Don't get caught in the austerity trap
By Steve Ranger
Published: 18 July 2005 12:53 GMT
Attempts to cut IT investment are backfiring because companies are forced instead to increase expenditure on maintenance and repairs to ageing systems.
A survey of 300 CIOs by consultants Accenture found that organisations that try to freeze or cut IT budgets become caught in an "austerity trap" because they hold onto ageing legacy systems that lead to higher costs in the long term.
Combined with demands for projects focused on compliance this is creating a 'perfect storm' that is diverting IT budgets from other projects, the consultants claimed.
The study found high-performing IT departments spend less on maintenance and more on new investments.
High-performing IT departments spend 40 percent more of their budget on building and integrating new systems than their poorly performing rivals.

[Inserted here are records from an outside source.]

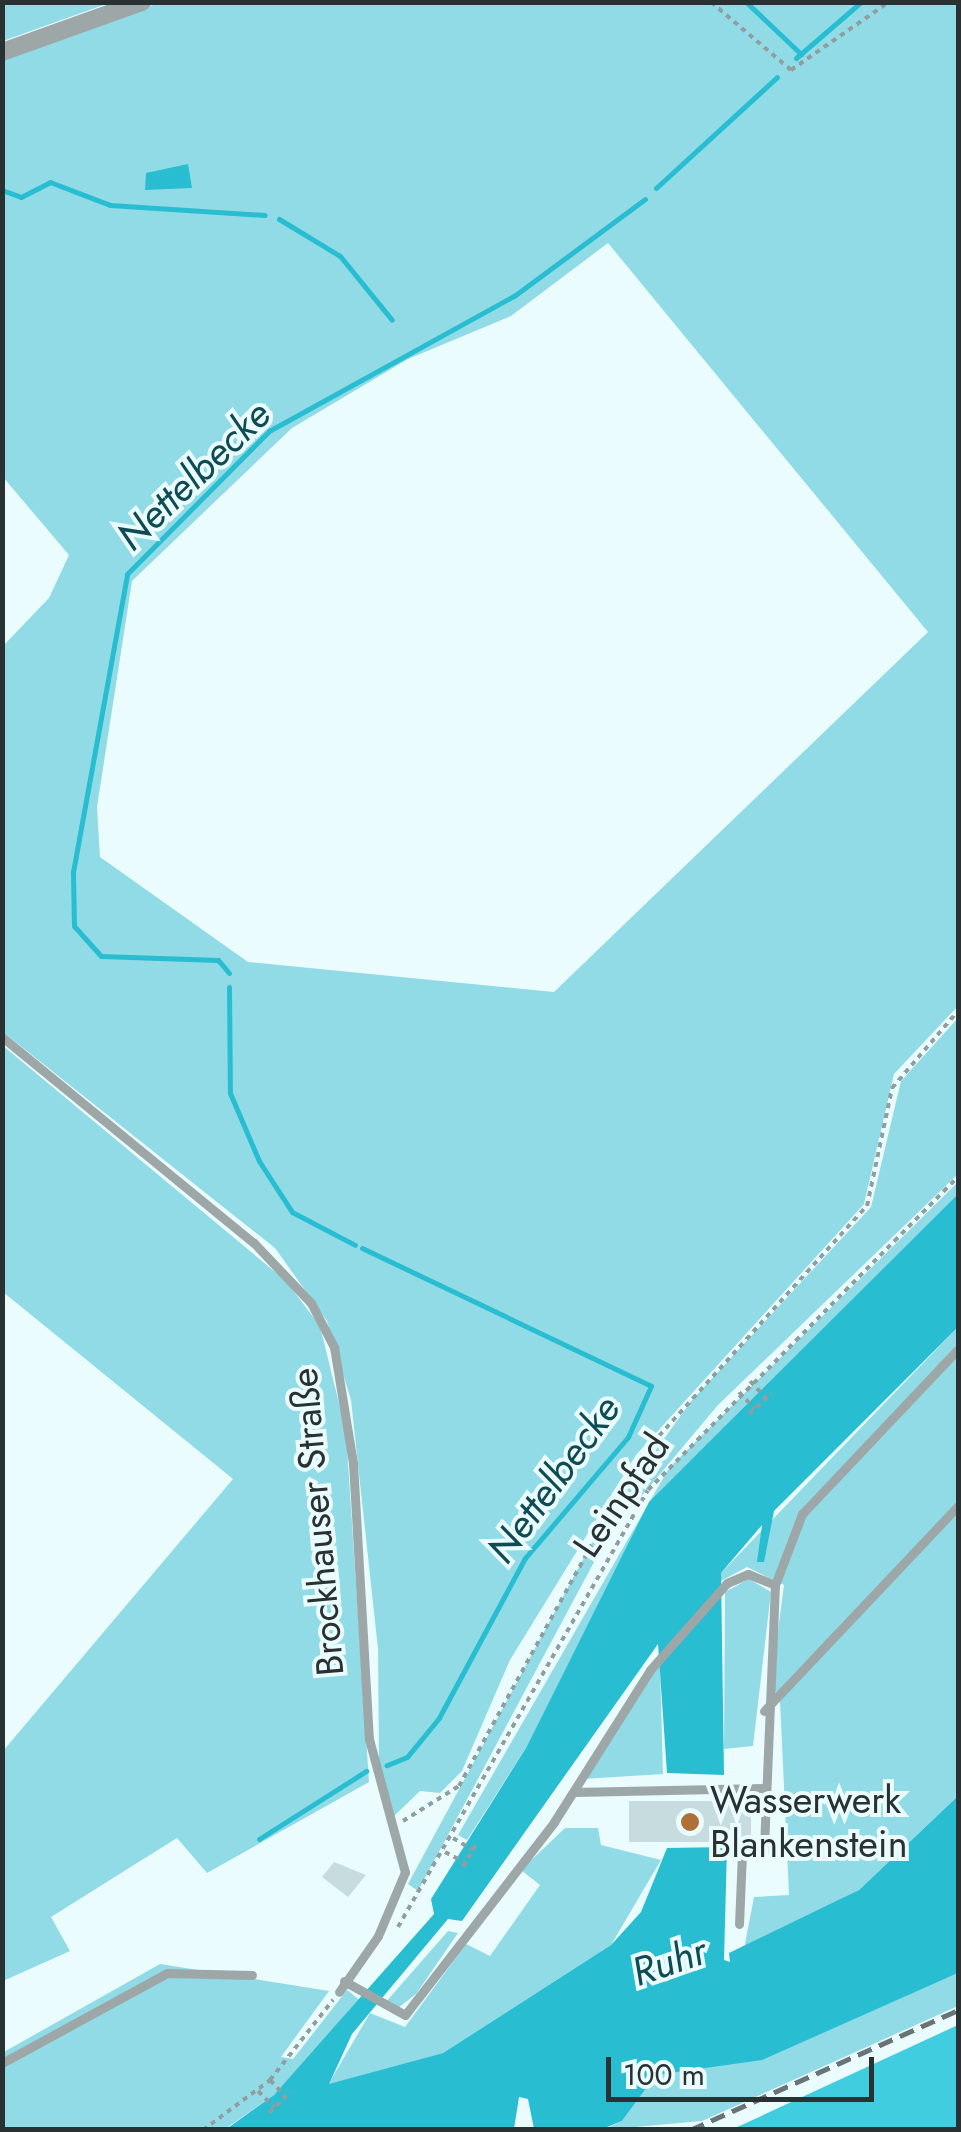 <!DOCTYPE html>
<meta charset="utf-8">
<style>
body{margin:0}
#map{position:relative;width:961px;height:2132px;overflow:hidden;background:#ebfcfe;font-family:Jost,sans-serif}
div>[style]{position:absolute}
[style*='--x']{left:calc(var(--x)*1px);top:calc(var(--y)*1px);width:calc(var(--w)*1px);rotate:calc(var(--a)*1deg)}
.green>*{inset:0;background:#91dbe7}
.forest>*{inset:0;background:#40cde0}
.water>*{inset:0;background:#28bdd0}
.stream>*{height:5px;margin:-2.5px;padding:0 2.5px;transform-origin:2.5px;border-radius:2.5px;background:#28bdd0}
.building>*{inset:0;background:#c7dcdf}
.path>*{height:4px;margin-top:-2px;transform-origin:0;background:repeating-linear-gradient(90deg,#919ea0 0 5px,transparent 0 10px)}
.service>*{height:9px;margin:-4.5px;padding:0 4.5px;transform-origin:4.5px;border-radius:4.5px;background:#9ea7a8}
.minor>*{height:18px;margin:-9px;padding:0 9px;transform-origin:9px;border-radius:9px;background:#9ea7a8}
.rail>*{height:5px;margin-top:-2.5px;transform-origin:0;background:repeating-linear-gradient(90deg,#697476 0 15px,transparent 0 23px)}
.dots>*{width:28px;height:28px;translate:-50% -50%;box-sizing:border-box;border:5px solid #ebfcfe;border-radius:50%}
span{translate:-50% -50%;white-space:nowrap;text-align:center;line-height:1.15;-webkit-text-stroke:8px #ebfcfe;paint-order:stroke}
.street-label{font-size:38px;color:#293133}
.poi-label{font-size:38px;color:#293133}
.left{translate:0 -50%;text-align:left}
.water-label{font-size:40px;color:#0e4b53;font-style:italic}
.frame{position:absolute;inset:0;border:5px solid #293133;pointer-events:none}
.scale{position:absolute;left:606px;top:2057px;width:268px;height:45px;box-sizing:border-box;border:5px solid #293133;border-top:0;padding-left:12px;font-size:30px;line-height:35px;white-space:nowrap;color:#293133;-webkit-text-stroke:8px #ebfcfe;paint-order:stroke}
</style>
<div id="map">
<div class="green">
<i style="clip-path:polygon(3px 2px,109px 2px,109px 3px,3px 41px)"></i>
<i style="clip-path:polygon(evenodd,159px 3px,958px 3px,958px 1006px,894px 1074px,864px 1204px,636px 1455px,510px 1660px,462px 1771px,440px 1793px,420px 1791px,393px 1817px,379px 1762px,378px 1649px,351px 1400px,327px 1321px,275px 1248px,3px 1032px,3px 646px,49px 598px,69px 555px,3px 477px,2px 57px,159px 3px,608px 243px,928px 632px,554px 992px,248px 962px,100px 857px,97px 807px,132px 581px,292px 428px,408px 359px,511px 316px,608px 243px)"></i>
<i style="clip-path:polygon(958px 1018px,958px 1174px,718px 1405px,608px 1536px,418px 1891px,408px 1884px,601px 1526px,692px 1400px,871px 1207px,901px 1081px)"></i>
<i style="clip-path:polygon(2px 1045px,286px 1281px,320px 1326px,346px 1432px,369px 1782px,207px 1873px,177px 1838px,51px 1917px,70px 1951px,3px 1981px,3px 1751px,233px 1479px,3px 1292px)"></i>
<i style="clip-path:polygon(958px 1182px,958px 1194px,650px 1502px,526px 1748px,467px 1840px,458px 1835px,669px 1468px)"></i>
<i style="clip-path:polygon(958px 1327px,958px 1796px,859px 1890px,744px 1949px,754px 1897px,789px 1895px,780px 1701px,771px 1683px,784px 1585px,747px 1567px,721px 1581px,721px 1573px)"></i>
<i style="clip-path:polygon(749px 1579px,771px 1592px,753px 1746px,724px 1749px,725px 1592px)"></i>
<i style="clip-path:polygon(660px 1667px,663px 1774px,583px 1779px,654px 1669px)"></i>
<i style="clip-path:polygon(565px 1828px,598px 1828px,601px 1845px,661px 1860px,611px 1945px,443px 2053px,328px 2085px,370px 2013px,405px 2027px,466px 1944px,490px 1956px,540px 1885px,521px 1870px)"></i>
<i style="clip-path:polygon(448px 1931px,458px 1933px,416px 1994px,398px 2008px,385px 2003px)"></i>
<i style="clip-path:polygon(160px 1964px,329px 1991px,281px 2057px,293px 2059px,347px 1990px,361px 2001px,274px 2095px,225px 2129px,3px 2129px,2px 2053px)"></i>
<i style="clip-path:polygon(958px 1973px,958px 2006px,702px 2121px,602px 2130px,622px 2121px,656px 2075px,762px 2059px)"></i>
</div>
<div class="forest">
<i style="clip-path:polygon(958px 2025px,958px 2129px,733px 2129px)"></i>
</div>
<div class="water">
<i style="clip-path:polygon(188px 164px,192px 188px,145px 190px,146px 173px)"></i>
<i style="clip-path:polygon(958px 1194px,958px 1327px,774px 1511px,764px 1562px,757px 1562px,762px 1525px,721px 1573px,724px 1775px,667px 1773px,658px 1644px,462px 1921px,448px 1919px,352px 2034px,329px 2084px,443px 2053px,611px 1945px,641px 1912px,667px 1848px,727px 1847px,724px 1960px,730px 1962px,729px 1953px,859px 1890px,958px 1796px,958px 1973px,762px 2060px,656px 2075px,622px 2121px,602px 2129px,534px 2129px,528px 2099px,519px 2097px,514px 2129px,225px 2130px,274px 2095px,434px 1914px,431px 1899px,526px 1748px,649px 1502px)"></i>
</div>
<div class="stream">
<i style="--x:746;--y:2;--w:76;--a:43.4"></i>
<i style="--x:796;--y:58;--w:86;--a:-40.7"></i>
<i style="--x:656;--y:188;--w:164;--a:-42.5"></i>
<i style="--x:2;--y:190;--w:20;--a:20"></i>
<i style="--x:21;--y:197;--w:33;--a:-27"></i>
<i style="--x:50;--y:182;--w:64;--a:21"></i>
<i style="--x:110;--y:205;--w:155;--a:3.7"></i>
<i style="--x:279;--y:219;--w:71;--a:31.2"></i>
<i style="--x:340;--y:256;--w:82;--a:50.9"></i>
<i style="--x:229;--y:973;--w:17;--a:-130"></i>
<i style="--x:218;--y:960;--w:117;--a:-178"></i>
<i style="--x:101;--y:956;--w:40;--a:-132"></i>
<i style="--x:74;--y:926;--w:54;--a:-91.1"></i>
<i style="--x:73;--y:872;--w:303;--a:-79.7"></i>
<i style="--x:127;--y:574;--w:202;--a:-45.2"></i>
<i style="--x:269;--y:431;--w:280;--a:-28.9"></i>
<i style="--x:514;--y:296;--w:163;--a:-36.5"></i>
<i style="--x:229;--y:987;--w:106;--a:89.5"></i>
<i style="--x:230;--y:1093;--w:74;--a:66.9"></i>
<i style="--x:259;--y:1161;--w:61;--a:57.1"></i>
<i style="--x:292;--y:1212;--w:71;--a:27.6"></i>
<i style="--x:362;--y:1248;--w:320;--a:25.5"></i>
<i style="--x:651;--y:1386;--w:56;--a:114.3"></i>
<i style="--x:628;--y:1437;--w:159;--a:130.4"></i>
<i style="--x:525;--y:1558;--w:182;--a:118.3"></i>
<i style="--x:439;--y:1718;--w:50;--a:129.4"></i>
<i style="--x:407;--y:1757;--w:22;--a:158"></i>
<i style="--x:259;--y:1839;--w:127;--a:-32.4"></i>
</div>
<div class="building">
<i style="clip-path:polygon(629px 1801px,751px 1801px,751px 1842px,629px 1842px)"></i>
<i style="clip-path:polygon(334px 1862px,366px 1875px,348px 1897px,322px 1877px)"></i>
</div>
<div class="path">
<i style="--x:711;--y:2;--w:105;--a:40.4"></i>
<i style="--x:791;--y:70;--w:119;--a:-34.8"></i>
<i style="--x:750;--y:1381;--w:23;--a:47"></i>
<i style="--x:739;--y:1392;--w:23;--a:47"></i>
<i style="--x:749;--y:1414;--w:31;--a:-42"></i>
<i style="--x:403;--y:1821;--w:66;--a:-32"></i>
<i style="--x:459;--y:1786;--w:374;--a:-61.2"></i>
<i style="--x:639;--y:1458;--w:340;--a:-47.9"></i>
<i style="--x:867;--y:1206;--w:121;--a:-78"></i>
<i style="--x:892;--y:1088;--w:101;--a:-49.4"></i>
<i style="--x:453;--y:1838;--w:23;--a:31"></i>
<i style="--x:445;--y:1852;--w:24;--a:28"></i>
<i style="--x:463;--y:1867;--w:28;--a:-60"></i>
<i style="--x:398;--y:1927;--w:503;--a:-60.23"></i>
<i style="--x:648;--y:1490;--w:441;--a:-45.3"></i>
<i style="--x:270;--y:2080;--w:22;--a:47"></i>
<i style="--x:258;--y:2091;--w:23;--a:45"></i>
<i style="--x:269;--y:2113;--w:31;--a:-45"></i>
<i style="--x:203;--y:2130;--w:84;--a:-36.7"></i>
<i style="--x:270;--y:2080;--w:102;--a:-51.8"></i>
</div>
<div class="service">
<i style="--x:2;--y:1037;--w:325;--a:39.3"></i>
<i style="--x:254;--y:1243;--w:83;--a:46.5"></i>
<i style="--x:311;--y:1303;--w:50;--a:62.4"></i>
<i style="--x:334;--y:1347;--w:118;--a:80.7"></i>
<i style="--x:353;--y:1463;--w:276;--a:86.7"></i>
<i style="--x:369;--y:1739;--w:138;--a:74.9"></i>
<i style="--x:405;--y:1872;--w:69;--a:112.9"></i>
<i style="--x:378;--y:1936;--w:68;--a:124.9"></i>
<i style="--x:775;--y:1585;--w:76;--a:-69.2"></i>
<i style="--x:802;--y:1514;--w:227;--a:-46.6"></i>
<i style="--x:764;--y:1711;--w:282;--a:-46.6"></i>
<i style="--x:574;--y:1792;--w:189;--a:-1.2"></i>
<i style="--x:344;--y:1981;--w:70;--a:29.1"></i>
<i style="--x:405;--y:2015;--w:244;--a:-52.3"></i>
<i style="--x:554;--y:1822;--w:180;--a:-57.7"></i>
<i style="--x:650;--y:1670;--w:116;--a:-48.5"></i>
<i style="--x:727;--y:1583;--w:23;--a:-23"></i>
<i style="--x:748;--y:1574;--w:29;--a:22"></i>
<i style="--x:775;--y:1585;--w:267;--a:92.4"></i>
<i style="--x:764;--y:1852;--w:22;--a:177"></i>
<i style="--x:742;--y:1853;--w:71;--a:92.4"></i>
<i style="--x:2;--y:2063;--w:188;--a:-28.6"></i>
<i style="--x:167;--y:1973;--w:85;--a:1.3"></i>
</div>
<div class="minor">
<i style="--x:2;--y:52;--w:149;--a:-19.7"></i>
</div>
<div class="rail">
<i style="--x:690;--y:2130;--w:294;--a:-24.1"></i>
</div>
<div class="dots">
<i style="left:690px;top:1822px;background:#af6f38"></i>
</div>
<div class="street-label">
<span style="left:621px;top:1495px;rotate:-56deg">Leinpfad</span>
<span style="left:317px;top:1522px;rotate:-95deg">Brockhauser Straße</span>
</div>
<div class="poi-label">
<span class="left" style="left:710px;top:1822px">Wasserwerk<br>Blankenstein</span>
</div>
<div class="water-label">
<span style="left:193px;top:475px;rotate:-44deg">Nettelbecke</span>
<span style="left:553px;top:1479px;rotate:-54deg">Nettelbecke</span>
<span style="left:669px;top:1961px;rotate:-19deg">Ruhr</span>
</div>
<div class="frame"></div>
<div class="scale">100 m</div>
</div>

Low-performers spent on average 48 per cent of their time maintaining and fixing legacy systems, whereas the high performer group spent, on average, 35 per cent of their total time on the same activities.
Accenture
Bob Suh, Accenture chief technology strategist, said: "Poor spending quality is characterised by a high percent of time spent on maintaining and fixing systems versus investing in productivity-driving change."
The survey also found that many CIOs are very conservative, with more than half (55 per cent) describing their organisation as one that prefers to "follow, not lead" when it comes to pioneering IT developments.
But three quarters of high-performing IT organisations said they want to be early adopters.
Accenture said companies are reluctant to invest in IT because of the poor track record on delivery: "IT projects, on average, come in at a 29 per cent success rate. The average cost overrun for projects is 56 per cent, and the average schedule delay is 84 per cent of plan."
The report added: "Clearly there is a gap in performance standards between what is expected of enterprises as a whole, and what is expected of IT organisations."
CIOs are currently most interested in compliance technologies. In contrast half said they were doing nothing about RFID, while 35 per cent said they "reading and monitoring", while just under half (49 per cent) said they were doing nothing about another controversial technology, Linux on the desktop (although 37 per cent said they were reading and monitoring).